#### DATA PROVIDED:
○ ○ ○ ○ ○ ○ ○

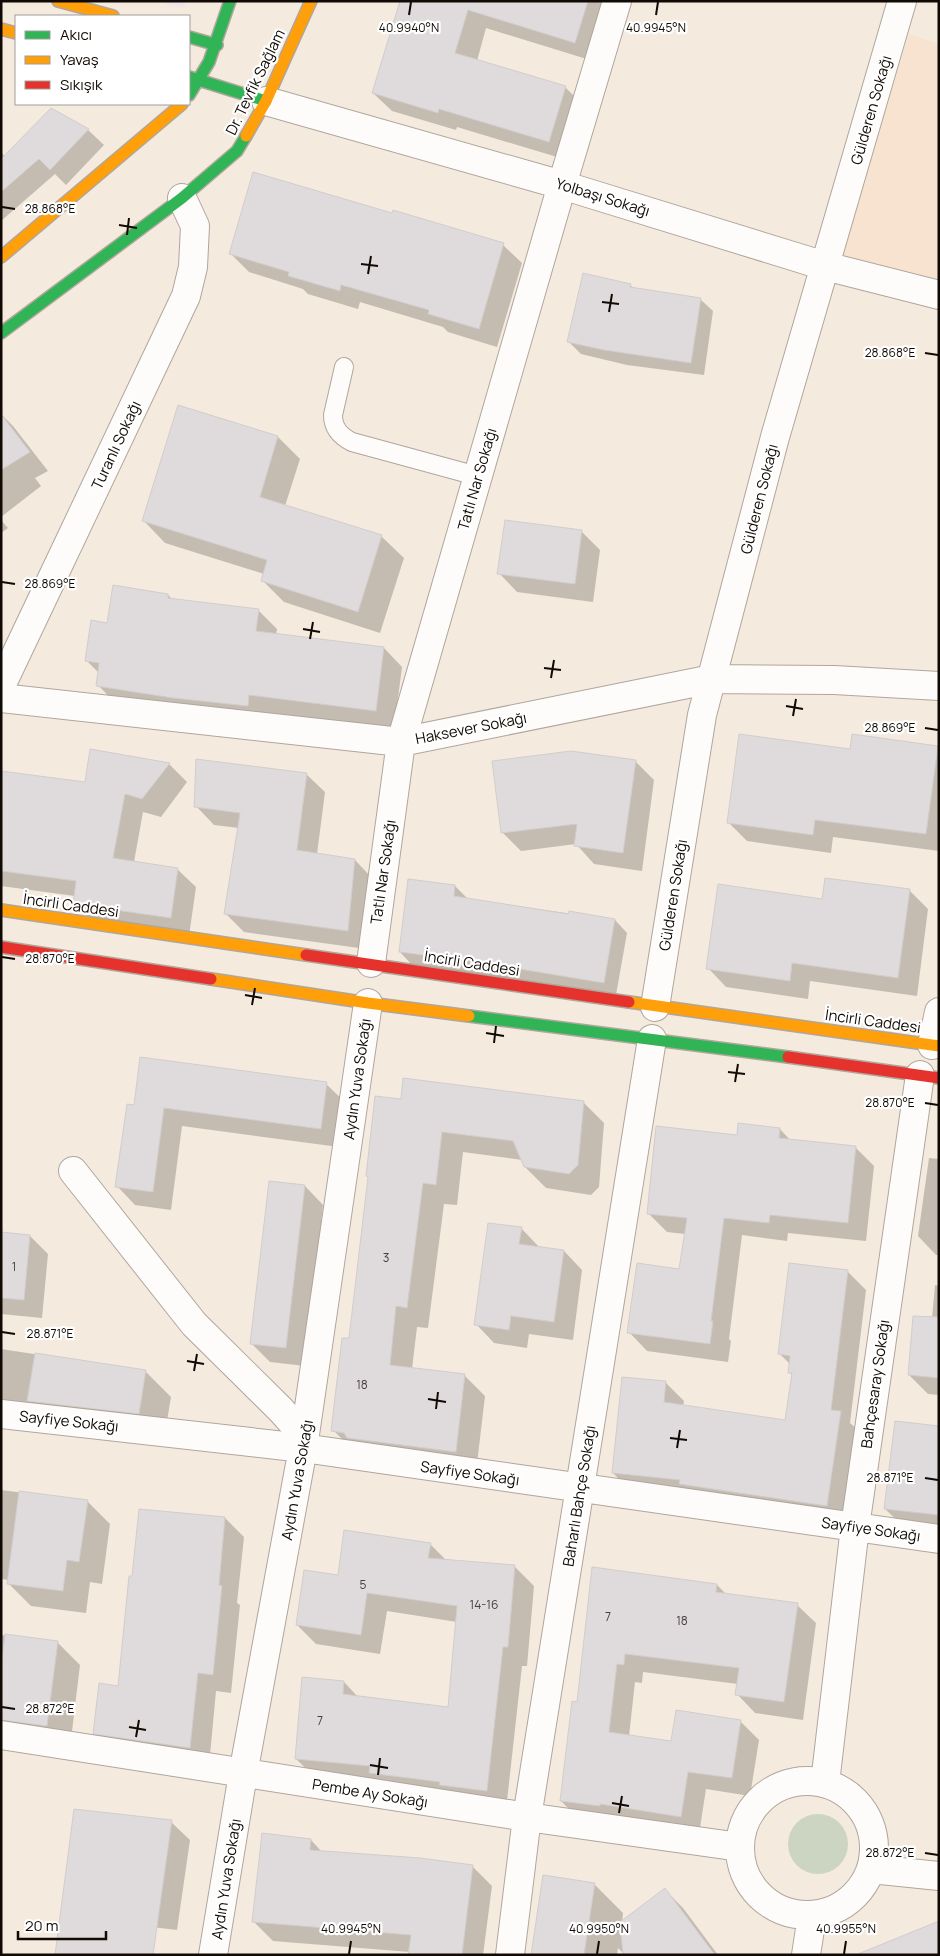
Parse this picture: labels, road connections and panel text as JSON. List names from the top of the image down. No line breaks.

○ ○ ○ ○ ○ ○ ○

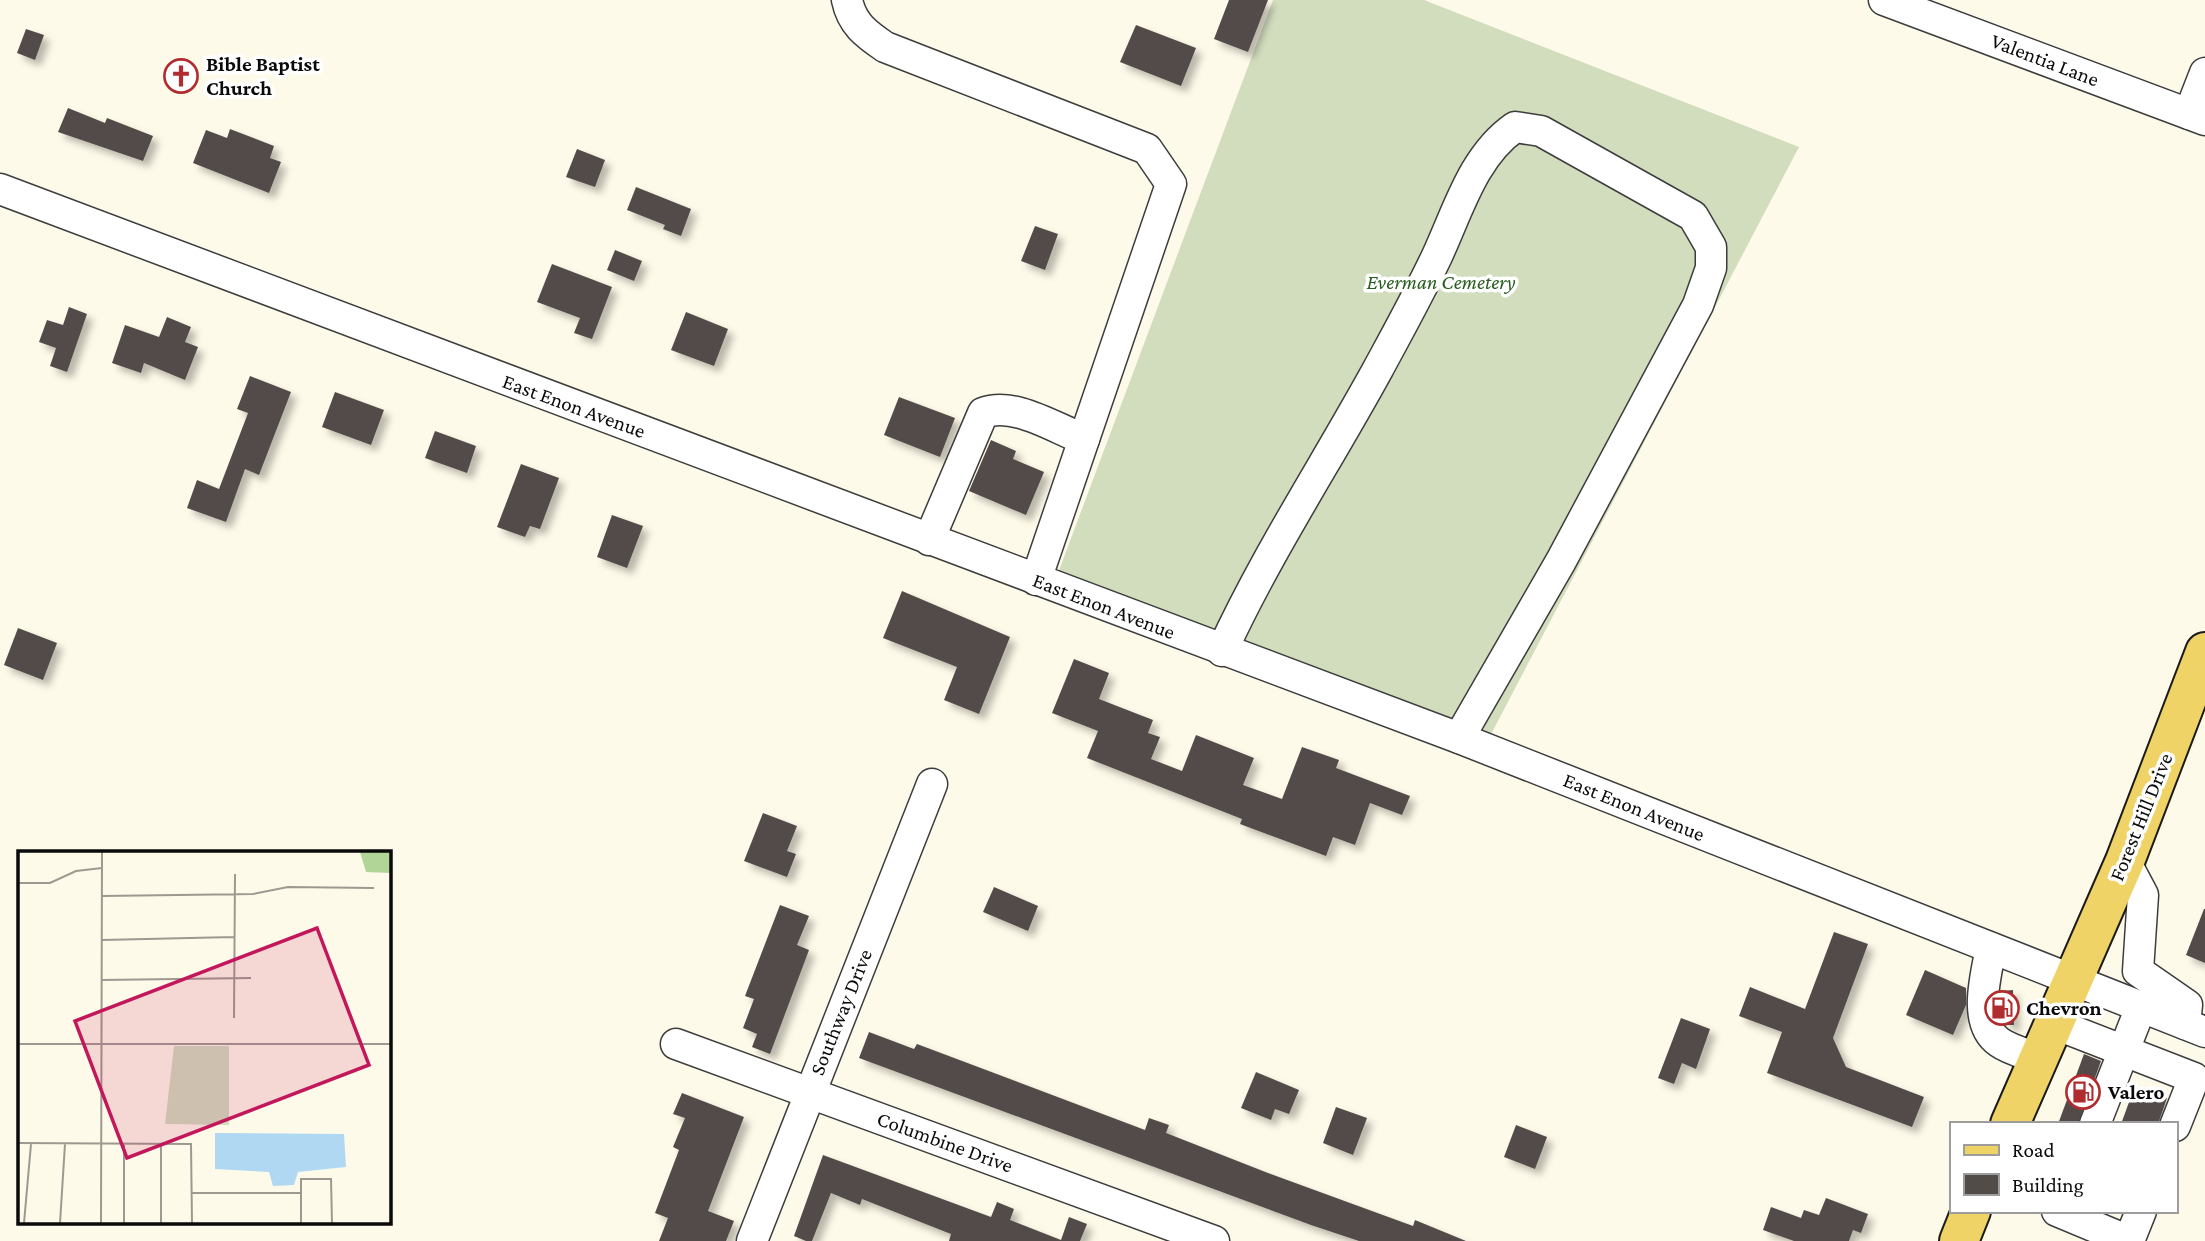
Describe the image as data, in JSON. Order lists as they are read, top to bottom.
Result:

○ ○ ○ ○ ○ ○ ○

#### TASK GOAL:
Check each line of the records for the word "image", then state how many lines have it, as a number only.

#### FINAL ANSWER:
2